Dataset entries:
────────────────
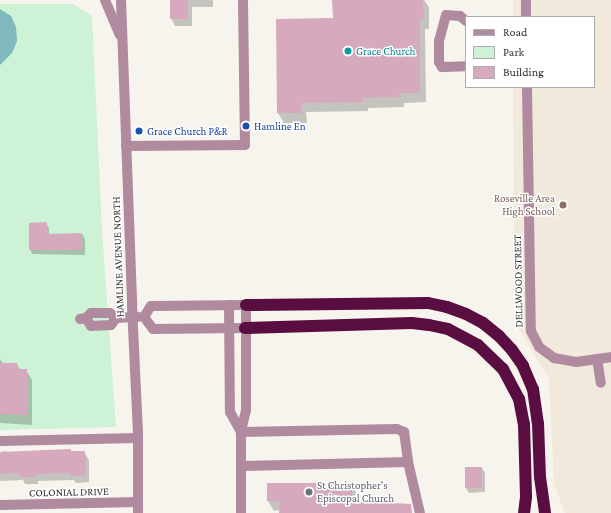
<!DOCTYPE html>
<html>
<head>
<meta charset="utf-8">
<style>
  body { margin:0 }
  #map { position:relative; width:611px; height:513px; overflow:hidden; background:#f7f4ed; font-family:"Crimson Pro",serif }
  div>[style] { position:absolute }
  .built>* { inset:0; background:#f0e9dc }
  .green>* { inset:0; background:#cdf2d5 }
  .water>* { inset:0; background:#7fb8bd }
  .shadow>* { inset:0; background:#0003 }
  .building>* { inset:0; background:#d7a9be; transform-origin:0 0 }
  .minor>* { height:10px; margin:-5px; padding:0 5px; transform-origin:5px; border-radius:5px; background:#b08a9f }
  .highway>* { height:12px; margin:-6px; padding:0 6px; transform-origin:6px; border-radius:6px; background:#590d40 }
  .dots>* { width:11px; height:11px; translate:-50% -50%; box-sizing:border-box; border:2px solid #fff; border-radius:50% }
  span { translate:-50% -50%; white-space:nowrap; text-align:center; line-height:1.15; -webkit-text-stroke:3px #fff; paint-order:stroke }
  .culture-label { font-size:11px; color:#0d838f }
  .left { translate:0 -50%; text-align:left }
  .transit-label { font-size:11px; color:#164399 }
  .education-label { font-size:11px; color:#785e54 }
  .right { translate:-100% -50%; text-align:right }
  .street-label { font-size:11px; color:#353331 }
  .worship-label { font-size:11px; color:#5b616d }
  .legend { position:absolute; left:465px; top:16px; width:130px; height:72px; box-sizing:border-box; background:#fff; border:1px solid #aeadad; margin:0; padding:5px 7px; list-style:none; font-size:12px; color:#353331 }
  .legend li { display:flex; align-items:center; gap:8px; height:20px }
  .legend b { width:20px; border:1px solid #aeadad }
</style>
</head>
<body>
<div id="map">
  <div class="built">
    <i style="clip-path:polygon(513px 0,611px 0,611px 513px,565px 513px,554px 484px,549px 379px,515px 323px,513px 87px,594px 87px,594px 17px,513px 17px)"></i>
  </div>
  <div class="green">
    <i style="clip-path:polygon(0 4px,73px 4px,92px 16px,102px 230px,116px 427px,0 430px)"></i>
  </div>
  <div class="water">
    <i style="clip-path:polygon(0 9px,11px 16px,16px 27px,17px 41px,12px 53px,0 65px)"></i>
  </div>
  <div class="shadow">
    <i style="clip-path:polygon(170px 0,213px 0,213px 7px,192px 7px,192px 26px,175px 26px,171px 18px)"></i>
    <i style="clip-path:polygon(333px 0,424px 0,429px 7px,429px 29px,425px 29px,426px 102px,404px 103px,404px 107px,368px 108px,368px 111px,306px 112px,307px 123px,284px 123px,278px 113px,334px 19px)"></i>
    <i style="clip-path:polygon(46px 223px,49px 228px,49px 235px,82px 234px,85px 239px,85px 255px,32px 254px,30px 249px)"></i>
    <i style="clip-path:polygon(0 359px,3px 364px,17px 364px,20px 370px,26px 370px,32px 380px,32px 425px,0 423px)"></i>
    <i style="clip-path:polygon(71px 450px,72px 452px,84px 452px,89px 460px,89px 482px,76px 483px,74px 480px,38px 481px,38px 484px,25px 484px,23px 480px,0 481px,0 452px,6px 451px,7px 453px)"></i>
    <i style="clip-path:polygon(482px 468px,485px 473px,485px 492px,469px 493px,466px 488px)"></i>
    <i style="clip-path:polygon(351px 484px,357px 494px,357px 502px,398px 513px,280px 513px,280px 510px,274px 511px,268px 501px)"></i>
  </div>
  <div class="building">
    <i style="left:170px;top:0;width:18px;height:19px"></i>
    <i style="clip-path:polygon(332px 0,423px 0,424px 19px,420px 19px,420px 93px,399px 93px,399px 97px,363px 98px,363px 102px,301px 103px,301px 113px,277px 113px,276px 19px,333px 18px)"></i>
    <i style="clip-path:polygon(47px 222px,47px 234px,82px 233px,82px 250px,29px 250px,29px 223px)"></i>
    <i style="clip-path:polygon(0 363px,17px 363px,17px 369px,27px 369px,27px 415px,0 414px)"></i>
    <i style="clip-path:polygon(71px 449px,71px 451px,85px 451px,86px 475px,70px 476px,70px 473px,35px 474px,35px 477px,20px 477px,20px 473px,0 474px,0 452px)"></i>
    <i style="left:465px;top:467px;width:17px;height:21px"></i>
    <i style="clip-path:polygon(267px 483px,352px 483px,352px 501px,411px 504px,412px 513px,279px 513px,279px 501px,267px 501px)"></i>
  </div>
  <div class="minor">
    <i style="left:105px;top:0;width:38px;rotate:67deg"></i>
    <i style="left:121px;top:0;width:306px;rotate:87.9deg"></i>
    <i style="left:132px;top:306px;width:126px;rotate:87.3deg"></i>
    <i style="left:138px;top:432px;width:81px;rotate:90deg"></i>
    <i style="left:526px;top:0;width:17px;rotate:90deg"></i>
    <i style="left:466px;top:21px;width:8px;rotate:-140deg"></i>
    <i style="left:460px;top:16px;width:14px;rotate:-176deg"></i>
    <i style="left:446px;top:15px;width:27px;rotate:105deg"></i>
    <i style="left:439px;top:41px;width:21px;rotate:90deg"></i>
    <i style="left:439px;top:62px;width:6px;rotate:59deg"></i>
    <i style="left:442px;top:67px;width:24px;rotate:-2deg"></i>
    <i style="left:527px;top:87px;width:244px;rotate:89.1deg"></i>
    <i style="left:531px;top:331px;width:18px;rotate:63deg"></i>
    <i style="left:539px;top:347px;width:19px;rotate:36deg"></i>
    <i style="left:554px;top:358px;width:22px;rotate:10deg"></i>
    <i style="left:576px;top:362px;width:35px;rotate:-8deg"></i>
    <i style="left:126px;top:146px;width:119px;rotate:-0.5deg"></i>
    <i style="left:245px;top:145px;width:145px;rotate:-90.8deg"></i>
    <i style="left:229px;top:305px;width:107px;rotate:89.5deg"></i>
    <i style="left:230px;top:412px;width:23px;rotate:61deg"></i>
    <i style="left:144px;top:317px;width:13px;rotate:-58deg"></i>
    <i style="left:151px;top:306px;width:95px;rotate:-0.6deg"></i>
    <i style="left:246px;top:305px;width:105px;rotate:90deg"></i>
    <i style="left:246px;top:410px;width:23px;rotate:103deg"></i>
    <i style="left:241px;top:432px;width:81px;rotate:90deg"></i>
    <i style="left:144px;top:317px;width:15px;rotate:53deg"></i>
    <i style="left:153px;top:329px;width:92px;rotate:-0.6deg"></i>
    <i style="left:86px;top:318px;width:9px;rotate:58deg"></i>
    <i style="left:91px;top:326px;width:20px;rotate:-3deg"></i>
    <i style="left:111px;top:325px;width:9px;rotate:-54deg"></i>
    <i style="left:80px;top:319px;width:6px;rotate:-9deg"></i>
    <i style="left:86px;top:318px;width:7px;rotate:-45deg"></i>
    <i style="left:91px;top:313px;width:19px"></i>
    <i style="left:110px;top:313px;width:8px;rotate:40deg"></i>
    <i style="left:116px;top:318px;width:22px;rotate:-3deg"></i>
    <i style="left:597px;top:359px;width:24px;rotate:81deg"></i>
    <i style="left:241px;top:432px;width:156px;rotate:-1.1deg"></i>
    <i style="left:397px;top:429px;width:8px;rotate:23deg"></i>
    <i style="left:404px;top:432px;width:30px;rotate:82deg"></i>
    <i style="left:408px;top:462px;width:167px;rotate:178.6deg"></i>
    <i style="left:0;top:441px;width:138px;rotate:-1.2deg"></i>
    <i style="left:408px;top:462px;width:52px;rotate:76.8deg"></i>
    <i style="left:0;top:505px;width:138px;rotate:-1.2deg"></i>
  </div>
  <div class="highway">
    <i style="left:246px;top:305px;width:182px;rotate:-0.6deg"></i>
    <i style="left:428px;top:303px;width:19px;rotate:12deg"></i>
    <i style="left:447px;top:307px;width:20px;rotate:20deg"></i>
    <i style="left:466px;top:314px;width:19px;rotate:28deg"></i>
    <i style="left:483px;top:323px;width:21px;rotate:39deg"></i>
    <i style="left:499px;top:336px;width:19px;rotate:47deg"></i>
    <i style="left:512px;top:350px;width:19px;rotate:55deg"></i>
    <i style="left:523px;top:366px;width:25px;rotate:67deg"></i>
    <i style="left:533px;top:389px;width:34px;rotate:82deg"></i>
    <i style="left:538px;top:423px;width:54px;rotate:87.9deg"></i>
    <i style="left:540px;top:477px;width:36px;rotate:82deg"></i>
    <i style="left:245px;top:328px;width:167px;rotate:-1.7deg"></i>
    <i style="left:412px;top:323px;width:17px;rotate:7deg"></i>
    <i style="left:429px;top:325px;width:19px;rotate:12deg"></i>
    <i style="left:448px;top:329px;width:34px;rotate:28deg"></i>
    <i style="left:478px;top:345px;width:35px;rotate:44deg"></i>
    <i style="left:503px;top:369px;width:34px;rotate:62deg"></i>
    <i style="left:519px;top:399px;width:25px;rotate:79deg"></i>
    <i style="left:524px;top:424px;width:73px;rotate:88.4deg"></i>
    <i style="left:526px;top:497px;width:16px;rotate:97deg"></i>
  </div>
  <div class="dots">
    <i style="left:348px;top:51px;background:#0f9aa8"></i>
    <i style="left:246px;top:126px;background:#1a4fb4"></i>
    <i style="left:139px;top:131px;background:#1a4fb4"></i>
    <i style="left:563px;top:205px;background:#8d6e63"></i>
    <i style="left:309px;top:492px;background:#6b7280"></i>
  </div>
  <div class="culture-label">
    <span class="left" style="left:356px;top:51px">Grace Church</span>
  </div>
  <div class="transit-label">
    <span class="left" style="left:254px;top:126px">Hamline En</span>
    <span class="left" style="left:147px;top:131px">Grace Church P&amp;R</span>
  </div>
  <div class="education-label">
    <span class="right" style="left:555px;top:205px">Roseville Area<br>High School</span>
  </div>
  <div class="street-label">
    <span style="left:118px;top:257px;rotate:-92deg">HAMLINE AVENUE NORTH</span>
    <span style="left:518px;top:281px;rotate:-91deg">DELLWOOD STREET</span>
    <span style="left:69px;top:492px;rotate:-1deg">COLONIAL DRIVE</span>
  </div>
  <div class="worship-label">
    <span class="left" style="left:317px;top:492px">St Christopher's<br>Episcopal Church</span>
  </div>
  <ul class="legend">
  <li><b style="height:5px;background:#b08a9f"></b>Road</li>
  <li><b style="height:11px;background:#cdf2d5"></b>Park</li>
  <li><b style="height:11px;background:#d7a9be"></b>Building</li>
  </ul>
</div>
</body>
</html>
────────────────
■ **INSTRUCTIONS TO FOLLOW**
Write out the records above exactly. Begin with the first line, end with the line holding "width:11px; height:11px; translate:-50%", and drop the pictures.

■ **YOUR RESPONSE**
<!DOCTYPE html>
<html>
<head>
<meta charset="utf-8">
<style>
  body { margin:0 }
  #map { position:relative; width:611px; height:513px; overflow:hidden; background:#f7f4ed; font-family:"Crimson Pro",serif }
  div>[style] { position:absolute }
  .built>* { inset:0; background:#f0e9dc }
  .green>* { inset:0; background:#cdf2d5 }
  .water>* { inset:0; background:#7fb8bd }
  .shadow>* { inset:0; background:#0003 }
  .building>* { inset:0; background:#d7a9be; transform-origin:0 0 }
  .minor>* { height:10px; margin:-5px; padding:0 5px; transform-origin:5px; border-radius:5px; background:#b08a9f }
  .highway>* { height:12px; margin:-6px; padding:0 6px; transform-origin:6px; border-radius:6px; background:#590d40 }
  .dots>* { width:11px; height:11px; translate:-50% -50%; box-sizing:border-box; border:2px solid #fff; border-radius:50% }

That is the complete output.